I’ve been loving walking around in the minus-sign air. Purple sky, Tim Burton trees, pink-lit sugar cookie trees, dark beer, and that winter happy/sad tightness under the ribs. When the sun comes out, it’s not even a sun; it’s a sun-hole, and I love it.
I visited my family over Thanksgiving, including my grandma, who’s getting hospice care and has become very, very small. When I left her house, she held my face steady for a while and looked at me, saying she was memorizing my face, as if I were the one disappearing. We’re all carrying around this grief-rock in our bellies. She’s started wearing bright pink lipstick, and so have I.

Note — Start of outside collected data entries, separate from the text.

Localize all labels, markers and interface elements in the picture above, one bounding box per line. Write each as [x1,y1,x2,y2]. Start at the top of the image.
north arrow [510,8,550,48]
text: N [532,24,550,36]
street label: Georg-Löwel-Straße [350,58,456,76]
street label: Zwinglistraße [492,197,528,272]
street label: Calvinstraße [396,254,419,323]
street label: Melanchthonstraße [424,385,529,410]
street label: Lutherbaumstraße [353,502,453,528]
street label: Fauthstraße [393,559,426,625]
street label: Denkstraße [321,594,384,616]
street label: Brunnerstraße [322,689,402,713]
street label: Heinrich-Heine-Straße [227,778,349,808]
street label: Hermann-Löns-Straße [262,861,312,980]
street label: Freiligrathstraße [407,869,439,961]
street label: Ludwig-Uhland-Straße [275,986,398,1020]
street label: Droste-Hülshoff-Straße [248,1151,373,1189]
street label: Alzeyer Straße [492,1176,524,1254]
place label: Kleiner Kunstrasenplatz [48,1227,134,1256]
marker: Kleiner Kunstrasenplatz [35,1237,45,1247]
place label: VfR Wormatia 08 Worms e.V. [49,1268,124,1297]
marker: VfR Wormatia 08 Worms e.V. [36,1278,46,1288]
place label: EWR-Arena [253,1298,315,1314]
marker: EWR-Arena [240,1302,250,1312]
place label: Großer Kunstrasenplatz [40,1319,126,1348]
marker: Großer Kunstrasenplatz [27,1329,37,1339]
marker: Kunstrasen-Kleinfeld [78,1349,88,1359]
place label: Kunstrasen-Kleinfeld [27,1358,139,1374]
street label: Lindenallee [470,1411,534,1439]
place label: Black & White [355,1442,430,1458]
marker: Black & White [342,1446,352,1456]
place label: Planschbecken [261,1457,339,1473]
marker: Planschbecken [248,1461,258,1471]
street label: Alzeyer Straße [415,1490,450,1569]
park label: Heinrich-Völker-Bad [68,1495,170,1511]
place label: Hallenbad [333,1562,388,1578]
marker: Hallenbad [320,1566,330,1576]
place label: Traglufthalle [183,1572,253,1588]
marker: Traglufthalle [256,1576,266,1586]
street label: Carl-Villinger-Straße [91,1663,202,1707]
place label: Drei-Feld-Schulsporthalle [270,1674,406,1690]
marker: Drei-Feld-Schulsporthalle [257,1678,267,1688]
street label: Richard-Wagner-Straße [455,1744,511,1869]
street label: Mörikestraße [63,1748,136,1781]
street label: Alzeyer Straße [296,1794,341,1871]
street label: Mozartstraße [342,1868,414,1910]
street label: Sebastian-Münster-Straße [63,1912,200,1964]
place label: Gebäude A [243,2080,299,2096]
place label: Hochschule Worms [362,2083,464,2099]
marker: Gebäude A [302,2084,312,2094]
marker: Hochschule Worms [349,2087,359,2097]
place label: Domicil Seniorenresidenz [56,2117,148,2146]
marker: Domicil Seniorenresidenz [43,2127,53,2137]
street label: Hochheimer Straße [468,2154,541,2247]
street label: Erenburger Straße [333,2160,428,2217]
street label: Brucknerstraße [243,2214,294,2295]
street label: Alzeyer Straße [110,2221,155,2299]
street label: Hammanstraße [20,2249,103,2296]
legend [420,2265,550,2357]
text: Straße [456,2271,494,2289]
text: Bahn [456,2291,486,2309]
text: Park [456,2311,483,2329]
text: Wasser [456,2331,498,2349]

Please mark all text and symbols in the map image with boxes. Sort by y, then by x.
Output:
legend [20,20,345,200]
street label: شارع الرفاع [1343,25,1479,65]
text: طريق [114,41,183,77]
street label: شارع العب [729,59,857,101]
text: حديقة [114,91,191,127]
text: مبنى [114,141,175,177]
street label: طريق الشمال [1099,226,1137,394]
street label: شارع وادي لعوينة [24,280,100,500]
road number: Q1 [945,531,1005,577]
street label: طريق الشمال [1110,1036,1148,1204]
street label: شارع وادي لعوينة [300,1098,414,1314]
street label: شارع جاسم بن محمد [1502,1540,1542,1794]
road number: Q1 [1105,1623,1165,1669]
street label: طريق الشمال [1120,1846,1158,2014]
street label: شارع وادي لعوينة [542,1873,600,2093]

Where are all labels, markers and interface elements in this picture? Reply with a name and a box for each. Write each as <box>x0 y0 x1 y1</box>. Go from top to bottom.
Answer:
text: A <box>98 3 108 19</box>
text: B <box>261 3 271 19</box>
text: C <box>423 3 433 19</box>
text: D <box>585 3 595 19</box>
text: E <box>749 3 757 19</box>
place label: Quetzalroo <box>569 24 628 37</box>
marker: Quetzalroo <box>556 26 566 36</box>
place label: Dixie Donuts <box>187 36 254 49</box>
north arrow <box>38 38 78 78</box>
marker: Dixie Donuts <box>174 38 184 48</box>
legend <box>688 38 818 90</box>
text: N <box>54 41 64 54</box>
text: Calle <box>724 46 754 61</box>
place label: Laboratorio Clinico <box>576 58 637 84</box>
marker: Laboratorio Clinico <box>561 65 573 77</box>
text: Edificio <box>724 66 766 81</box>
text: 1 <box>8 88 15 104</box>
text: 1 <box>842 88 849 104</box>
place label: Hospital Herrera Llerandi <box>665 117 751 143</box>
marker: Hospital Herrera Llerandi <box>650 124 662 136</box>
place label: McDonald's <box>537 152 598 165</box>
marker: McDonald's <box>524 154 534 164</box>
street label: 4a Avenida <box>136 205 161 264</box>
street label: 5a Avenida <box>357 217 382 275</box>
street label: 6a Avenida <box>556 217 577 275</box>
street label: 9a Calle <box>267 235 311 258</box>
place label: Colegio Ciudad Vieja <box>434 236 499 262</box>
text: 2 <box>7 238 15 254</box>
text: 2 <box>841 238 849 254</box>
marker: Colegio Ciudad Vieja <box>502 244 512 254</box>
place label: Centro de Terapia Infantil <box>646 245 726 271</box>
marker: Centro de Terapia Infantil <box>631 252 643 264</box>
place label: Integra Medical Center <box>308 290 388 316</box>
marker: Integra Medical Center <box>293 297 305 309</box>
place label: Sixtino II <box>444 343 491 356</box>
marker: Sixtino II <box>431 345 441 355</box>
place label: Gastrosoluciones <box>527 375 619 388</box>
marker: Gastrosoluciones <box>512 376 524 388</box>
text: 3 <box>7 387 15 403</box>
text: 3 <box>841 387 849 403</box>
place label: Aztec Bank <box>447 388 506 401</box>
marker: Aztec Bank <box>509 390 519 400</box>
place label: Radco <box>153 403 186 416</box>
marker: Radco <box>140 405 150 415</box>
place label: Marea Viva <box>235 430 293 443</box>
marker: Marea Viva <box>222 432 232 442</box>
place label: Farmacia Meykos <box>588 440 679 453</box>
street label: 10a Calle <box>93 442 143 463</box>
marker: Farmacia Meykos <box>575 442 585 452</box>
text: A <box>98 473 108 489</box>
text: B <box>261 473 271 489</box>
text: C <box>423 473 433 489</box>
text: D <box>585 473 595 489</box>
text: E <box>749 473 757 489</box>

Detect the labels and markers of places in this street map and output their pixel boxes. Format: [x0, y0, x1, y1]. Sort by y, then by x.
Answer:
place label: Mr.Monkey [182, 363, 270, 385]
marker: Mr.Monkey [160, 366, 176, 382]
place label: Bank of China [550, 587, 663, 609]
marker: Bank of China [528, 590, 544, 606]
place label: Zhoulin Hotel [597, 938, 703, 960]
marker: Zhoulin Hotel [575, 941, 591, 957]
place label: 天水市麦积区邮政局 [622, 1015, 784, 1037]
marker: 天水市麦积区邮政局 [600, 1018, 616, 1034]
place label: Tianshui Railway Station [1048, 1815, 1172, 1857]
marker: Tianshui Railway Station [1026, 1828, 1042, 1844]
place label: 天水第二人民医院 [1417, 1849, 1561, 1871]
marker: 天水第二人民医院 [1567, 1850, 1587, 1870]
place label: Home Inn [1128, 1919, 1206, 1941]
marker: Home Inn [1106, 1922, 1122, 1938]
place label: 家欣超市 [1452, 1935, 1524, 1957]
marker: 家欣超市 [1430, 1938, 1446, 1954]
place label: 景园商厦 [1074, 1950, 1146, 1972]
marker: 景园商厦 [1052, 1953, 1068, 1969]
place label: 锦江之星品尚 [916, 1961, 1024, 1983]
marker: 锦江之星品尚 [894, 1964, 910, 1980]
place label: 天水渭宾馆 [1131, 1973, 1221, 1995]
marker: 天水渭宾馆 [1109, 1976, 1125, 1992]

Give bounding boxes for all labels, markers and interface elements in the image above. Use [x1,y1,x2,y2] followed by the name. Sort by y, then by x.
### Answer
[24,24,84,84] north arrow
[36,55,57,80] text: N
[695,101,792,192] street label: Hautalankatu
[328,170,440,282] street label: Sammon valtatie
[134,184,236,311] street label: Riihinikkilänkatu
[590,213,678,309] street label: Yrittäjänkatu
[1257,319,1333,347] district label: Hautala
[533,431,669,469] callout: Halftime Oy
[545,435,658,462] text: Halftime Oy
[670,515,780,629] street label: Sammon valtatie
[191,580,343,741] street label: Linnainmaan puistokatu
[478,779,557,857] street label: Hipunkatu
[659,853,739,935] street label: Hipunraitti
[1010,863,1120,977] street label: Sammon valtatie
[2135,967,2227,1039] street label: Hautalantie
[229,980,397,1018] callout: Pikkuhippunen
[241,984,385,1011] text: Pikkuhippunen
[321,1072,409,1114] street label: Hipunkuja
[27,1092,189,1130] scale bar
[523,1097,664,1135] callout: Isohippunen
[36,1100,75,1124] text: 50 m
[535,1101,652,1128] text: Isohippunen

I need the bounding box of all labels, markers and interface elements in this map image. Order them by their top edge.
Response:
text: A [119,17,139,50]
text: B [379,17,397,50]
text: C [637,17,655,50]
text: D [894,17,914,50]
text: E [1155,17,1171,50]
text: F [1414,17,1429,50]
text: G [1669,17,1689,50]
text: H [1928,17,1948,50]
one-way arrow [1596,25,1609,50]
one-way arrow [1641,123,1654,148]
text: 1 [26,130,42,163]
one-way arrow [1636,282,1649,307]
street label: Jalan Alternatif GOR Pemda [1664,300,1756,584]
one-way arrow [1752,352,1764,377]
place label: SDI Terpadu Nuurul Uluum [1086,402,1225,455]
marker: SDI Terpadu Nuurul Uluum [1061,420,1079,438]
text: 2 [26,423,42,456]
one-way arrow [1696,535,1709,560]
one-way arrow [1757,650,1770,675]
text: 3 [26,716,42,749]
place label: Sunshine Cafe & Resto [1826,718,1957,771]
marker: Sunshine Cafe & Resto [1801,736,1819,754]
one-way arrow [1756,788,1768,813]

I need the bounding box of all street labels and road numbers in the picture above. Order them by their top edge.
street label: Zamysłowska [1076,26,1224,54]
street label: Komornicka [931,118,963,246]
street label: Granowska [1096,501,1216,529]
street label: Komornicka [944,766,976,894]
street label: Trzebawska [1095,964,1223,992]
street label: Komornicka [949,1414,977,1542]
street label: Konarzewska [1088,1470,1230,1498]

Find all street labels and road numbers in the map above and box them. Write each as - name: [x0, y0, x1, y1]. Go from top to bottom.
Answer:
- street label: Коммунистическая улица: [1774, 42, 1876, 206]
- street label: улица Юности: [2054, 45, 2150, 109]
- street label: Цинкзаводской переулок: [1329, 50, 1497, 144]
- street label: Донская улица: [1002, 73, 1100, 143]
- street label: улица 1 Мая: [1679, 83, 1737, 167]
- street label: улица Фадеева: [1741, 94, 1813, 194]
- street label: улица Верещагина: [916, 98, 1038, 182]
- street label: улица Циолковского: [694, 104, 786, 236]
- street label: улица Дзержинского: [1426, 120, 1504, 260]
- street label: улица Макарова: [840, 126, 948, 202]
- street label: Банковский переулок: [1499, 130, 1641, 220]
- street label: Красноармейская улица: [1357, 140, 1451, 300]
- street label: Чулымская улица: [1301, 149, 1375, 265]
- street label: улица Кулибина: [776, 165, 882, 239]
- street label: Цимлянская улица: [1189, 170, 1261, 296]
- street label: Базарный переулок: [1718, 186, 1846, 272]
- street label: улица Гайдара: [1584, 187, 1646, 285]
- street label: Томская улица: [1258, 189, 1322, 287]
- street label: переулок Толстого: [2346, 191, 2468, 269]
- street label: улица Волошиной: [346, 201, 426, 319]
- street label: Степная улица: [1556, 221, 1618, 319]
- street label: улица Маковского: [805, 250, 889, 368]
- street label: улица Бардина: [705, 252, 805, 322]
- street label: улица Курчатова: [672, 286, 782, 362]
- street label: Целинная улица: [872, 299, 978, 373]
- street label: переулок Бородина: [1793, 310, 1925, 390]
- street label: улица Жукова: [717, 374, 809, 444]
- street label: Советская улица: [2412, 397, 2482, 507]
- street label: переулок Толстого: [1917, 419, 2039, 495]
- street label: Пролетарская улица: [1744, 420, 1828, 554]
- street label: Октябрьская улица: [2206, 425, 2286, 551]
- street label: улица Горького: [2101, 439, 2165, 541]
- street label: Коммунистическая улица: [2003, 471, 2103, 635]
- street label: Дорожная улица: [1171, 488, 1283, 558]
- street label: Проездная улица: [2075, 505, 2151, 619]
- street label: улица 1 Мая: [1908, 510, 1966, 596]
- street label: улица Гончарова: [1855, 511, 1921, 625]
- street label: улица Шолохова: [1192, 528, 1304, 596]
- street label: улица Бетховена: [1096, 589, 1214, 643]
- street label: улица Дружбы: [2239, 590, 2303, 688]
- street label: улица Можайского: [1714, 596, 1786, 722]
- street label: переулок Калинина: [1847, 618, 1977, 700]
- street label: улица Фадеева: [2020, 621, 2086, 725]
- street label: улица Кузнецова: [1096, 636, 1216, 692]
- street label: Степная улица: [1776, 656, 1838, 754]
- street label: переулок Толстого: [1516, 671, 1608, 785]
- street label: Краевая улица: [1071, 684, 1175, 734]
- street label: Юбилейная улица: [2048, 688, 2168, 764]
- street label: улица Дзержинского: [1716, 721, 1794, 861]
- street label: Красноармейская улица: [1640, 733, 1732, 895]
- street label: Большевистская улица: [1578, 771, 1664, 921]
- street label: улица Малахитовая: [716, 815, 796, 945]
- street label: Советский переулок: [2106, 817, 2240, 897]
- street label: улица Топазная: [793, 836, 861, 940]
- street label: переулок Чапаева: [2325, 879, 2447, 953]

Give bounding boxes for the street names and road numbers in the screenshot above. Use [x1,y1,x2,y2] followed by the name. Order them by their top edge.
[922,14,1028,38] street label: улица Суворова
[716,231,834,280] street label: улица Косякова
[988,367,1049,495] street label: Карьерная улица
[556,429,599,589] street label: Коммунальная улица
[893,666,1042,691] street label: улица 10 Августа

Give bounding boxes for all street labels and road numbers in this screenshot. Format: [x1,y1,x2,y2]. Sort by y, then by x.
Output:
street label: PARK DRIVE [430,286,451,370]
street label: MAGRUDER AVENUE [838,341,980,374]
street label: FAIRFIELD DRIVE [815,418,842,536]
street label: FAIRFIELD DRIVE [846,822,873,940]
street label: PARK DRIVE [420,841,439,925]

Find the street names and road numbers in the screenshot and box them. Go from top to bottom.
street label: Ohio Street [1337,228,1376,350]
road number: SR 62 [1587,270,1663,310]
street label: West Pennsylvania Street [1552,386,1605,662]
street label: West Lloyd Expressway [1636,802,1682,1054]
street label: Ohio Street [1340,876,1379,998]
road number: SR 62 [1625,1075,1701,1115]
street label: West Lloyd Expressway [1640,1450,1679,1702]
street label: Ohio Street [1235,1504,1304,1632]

I saw choreographer Osnel Delgado of Malpaso speak last week before his company’s performance at Northrop, and it was phenomenal, and I think I’ll write a separate post about it sometime. It was all to do with homesickness and the particular homesickness of the dancer performing in a large space. For now, here’s video of his dance “24 Hours and a Dog.” If you only have a little bit of time, zoom ahead to the 5-minute mark and watch the ensemble.
In writing news, I have a short essay about the 2012 Duluth flood published in The Collapsar today. And my essay “Unnatural Acts” about dance, injury, and grace was published in the Fall 2014 issue of The Normal School. The editors were kind enough to nominate it for a Pushcart, the issue has a bunny girl on the cover, and this essay is a big chunk of my heart, so it’s all-around lovely.
And I’m reading Edwidge Danticat’s Create Dangerously. It’s fantastic.